What the task requires: Every line from the start of the records below to the line containing "filter:drop-shadow(0 0 2px" should be retyped exactly, that line included, and no others.

Stored data:
====

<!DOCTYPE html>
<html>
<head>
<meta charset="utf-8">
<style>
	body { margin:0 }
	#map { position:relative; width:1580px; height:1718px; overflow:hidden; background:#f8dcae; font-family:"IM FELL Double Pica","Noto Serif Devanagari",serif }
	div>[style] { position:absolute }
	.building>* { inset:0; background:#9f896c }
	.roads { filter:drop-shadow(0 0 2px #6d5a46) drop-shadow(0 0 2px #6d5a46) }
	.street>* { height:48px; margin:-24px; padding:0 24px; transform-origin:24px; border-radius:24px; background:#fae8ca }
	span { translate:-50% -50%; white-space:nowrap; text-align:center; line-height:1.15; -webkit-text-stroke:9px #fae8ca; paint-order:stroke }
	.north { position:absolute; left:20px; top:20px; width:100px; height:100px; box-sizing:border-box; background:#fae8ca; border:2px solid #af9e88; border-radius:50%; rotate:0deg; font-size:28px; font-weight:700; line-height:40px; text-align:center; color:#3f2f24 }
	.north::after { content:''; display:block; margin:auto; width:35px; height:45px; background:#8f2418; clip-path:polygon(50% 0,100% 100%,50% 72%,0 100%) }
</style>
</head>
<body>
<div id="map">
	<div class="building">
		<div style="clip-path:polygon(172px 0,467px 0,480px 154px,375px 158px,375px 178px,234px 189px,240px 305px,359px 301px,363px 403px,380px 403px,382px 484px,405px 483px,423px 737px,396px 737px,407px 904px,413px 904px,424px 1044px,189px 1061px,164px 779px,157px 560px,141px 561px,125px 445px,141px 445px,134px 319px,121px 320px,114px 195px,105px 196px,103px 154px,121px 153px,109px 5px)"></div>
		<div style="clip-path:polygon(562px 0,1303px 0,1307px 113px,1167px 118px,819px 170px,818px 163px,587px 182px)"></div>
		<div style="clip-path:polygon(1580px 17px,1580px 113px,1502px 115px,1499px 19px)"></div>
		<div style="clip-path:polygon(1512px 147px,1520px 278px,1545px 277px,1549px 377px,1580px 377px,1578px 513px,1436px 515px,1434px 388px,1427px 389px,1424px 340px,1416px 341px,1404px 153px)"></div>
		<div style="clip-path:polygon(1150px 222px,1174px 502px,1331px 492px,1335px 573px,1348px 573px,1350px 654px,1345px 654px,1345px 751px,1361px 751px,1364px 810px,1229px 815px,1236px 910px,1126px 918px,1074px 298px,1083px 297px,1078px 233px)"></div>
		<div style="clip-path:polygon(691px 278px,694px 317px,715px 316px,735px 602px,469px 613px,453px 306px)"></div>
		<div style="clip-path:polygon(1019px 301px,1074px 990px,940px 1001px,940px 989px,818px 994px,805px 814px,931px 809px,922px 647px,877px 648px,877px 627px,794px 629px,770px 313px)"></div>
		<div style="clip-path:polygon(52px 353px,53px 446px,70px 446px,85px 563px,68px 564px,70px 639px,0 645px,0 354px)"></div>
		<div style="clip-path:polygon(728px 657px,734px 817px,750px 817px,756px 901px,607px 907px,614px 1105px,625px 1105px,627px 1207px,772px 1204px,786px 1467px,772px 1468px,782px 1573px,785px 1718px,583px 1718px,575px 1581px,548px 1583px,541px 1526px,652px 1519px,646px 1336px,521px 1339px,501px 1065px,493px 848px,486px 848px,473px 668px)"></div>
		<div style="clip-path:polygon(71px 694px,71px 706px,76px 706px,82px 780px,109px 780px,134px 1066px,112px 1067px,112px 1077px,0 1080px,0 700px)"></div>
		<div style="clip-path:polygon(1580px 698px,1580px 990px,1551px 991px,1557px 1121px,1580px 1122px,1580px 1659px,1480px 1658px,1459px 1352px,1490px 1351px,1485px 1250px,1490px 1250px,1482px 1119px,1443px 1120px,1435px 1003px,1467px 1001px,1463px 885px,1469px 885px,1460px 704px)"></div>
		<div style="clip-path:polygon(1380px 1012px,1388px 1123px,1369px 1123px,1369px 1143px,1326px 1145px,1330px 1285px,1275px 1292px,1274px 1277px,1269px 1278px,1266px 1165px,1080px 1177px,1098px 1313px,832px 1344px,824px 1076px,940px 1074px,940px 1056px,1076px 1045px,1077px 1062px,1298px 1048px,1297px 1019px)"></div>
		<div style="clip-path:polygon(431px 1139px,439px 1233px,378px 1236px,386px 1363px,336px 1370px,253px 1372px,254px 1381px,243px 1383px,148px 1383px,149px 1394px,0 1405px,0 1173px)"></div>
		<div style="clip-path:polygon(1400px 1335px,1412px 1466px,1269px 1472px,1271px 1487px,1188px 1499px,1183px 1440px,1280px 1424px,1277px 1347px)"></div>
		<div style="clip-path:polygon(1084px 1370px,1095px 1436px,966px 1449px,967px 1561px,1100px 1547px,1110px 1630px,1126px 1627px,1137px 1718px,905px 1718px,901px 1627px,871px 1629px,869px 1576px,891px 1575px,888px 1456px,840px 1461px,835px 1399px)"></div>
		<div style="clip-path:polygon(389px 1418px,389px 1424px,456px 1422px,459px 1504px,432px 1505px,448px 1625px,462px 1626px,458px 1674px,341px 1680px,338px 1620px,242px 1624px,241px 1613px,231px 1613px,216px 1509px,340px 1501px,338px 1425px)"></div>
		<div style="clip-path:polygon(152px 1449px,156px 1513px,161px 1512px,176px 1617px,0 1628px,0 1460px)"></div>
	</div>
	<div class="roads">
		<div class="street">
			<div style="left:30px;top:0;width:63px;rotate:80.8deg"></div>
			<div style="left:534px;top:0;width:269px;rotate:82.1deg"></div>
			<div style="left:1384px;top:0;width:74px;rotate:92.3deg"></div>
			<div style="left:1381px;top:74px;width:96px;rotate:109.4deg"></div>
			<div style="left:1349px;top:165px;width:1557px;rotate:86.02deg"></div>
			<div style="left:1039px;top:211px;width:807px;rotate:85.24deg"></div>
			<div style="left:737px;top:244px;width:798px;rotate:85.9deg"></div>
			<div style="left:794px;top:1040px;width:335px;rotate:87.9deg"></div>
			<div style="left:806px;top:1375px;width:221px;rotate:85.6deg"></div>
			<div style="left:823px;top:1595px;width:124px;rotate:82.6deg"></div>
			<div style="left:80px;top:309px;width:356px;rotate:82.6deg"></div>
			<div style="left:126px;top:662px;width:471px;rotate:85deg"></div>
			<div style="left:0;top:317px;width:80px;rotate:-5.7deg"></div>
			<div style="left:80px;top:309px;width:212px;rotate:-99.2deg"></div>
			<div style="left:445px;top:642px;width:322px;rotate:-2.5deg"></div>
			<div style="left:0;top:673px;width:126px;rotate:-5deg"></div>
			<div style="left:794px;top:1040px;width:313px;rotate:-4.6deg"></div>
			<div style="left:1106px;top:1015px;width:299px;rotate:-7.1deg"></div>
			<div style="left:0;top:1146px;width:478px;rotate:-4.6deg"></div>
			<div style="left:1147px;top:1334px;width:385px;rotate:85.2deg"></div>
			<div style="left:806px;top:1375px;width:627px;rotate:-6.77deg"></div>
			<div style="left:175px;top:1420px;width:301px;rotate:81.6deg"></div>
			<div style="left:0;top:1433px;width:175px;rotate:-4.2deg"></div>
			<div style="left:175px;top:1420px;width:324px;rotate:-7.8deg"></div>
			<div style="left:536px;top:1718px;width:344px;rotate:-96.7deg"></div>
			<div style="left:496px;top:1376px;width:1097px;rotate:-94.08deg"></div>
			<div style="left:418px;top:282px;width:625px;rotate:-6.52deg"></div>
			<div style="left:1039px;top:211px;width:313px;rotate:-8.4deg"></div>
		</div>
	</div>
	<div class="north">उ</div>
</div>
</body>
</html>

====

The answer:
<!DOCTYPE html>
<html>
<head>
<meta charset="utf-8">
<style>
	body { margin:0 }
	#map { position:relative; width:1580px; height:1718px; overflow:hidden; background:#f8dcae; font-family:"IM FELL Double Pica","Noto Serif Devanagari",serif }
	div>[style] { position:absolute }
	.building>* { inset:0; background:#9f896c }
	.roads { filter:drop-shadow(0 0 2px #6d5a46) drop-shadow(0 0 2px #6d5a46) }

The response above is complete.